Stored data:
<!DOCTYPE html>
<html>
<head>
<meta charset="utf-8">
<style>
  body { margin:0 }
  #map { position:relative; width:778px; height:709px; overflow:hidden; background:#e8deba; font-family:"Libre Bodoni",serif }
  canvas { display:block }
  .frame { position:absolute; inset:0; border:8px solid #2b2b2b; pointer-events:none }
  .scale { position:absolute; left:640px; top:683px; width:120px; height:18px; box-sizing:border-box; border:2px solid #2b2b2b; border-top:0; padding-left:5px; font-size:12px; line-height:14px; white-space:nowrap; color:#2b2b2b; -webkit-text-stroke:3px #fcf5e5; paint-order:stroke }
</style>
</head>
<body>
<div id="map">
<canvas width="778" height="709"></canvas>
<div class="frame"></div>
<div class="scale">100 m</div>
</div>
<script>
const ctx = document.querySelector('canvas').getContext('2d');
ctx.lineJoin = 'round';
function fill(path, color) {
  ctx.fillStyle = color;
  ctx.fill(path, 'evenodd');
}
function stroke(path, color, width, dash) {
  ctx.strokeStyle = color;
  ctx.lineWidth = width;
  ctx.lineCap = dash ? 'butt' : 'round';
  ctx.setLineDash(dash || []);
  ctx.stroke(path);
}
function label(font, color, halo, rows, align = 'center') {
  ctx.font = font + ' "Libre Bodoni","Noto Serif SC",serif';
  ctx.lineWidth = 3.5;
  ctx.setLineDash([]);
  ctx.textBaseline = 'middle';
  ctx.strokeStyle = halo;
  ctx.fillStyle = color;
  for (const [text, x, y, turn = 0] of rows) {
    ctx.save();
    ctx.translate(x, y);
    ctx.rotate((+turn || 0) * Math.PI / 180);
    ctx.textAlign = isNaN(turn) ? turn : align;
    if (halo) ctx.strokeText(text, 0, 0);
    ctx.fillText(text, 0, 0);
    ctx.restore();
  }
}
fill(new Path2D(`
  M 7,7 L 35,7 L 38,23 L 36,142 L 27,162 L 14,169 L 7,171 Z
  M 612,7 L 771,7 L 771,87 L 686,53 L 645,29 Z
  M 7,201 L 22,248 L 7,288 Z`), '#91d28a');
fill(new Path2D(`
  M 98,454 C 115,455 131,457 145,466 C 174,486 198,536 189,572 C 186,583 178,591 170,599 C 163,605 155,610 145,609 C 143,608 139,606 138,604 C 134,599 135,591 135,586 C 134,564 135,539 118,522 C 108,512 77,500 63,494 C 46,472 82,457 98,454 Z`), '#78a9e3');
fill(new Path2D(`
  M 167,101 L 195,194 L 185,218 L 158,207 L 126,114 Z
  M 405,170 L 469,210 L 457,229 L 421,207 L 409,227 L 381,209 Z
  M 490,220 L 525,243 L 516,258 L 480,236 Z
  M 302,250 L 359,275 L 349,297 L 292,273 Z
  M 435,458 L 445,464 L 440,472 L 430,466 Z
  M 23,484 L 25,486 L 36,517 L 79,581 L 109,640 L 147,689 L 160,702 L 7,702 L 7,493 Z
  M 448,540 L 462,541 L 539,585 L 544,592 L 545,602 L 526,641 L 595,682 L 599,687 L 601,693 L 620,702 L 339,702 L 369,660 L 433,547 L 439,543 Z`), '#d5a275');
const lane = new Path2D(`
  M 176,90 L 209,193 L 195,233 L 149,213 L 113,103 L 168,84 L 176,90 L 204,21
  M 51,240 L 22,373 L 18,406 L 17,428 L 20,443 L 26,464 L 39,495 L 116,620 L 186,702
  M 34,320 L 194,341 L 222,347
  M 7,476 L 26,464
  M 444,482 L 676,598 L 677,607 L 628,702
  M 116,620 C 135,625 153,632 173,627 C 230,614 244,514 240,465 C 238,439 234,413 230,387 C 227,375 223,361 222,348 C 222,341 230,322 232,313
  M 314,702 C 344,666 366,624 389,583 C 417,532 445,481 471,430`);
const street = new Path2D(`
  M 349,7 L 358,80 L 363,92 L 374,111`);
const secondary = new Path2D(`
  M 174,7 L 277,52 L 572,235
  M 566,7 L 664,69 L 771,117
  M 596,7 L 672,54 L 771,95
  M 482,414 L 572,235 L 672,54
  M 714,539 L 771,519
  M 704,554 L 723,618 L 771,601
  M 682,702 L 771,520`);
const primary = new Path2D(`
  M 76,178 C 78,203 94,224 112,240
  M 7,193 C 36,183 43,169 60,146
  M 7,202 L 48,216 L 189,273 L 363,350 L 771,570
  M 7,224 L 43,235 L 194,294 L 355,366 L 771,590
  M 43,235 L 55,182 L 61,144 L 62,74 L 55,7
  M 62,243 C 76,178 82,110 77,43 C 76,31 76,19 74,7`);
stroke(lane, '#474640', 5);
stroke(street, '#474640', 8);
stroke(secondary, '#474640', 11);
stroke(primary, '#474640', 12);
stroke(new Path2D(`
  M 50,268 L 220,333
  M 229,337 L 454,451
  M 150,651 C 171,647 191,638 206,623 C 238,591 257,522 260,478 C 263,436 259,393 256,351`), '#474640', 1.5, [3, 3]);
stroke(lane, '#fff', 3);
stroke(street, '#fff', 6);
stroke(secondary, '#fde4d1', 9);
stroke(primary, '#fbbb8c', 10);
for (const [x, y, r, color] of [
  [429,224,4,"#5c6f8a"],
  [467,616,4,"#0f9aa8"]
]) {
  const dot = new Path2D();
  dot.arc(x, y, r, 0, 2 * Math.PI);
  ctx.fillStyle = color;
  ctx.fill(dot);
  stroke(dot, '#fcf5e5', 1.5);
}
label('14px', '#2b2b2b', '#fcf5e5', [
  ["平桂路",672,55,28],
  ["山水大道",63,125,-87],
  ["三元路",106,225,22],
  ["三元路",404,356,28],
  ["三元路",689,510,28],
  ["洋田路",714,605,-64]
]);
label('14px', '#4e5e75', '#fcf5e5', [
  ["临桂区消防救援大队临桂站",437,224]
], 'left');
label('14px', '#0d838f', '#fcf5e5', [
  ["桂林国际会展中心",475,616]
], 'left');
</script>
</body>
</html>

__Assignment__
Every line in the records above with the string "align" in it should be shown.

__Response area__
function label(font, color, halo, rows, align = 'center') {
    ctx.textAlign = isNaN(turn) ? turn : align;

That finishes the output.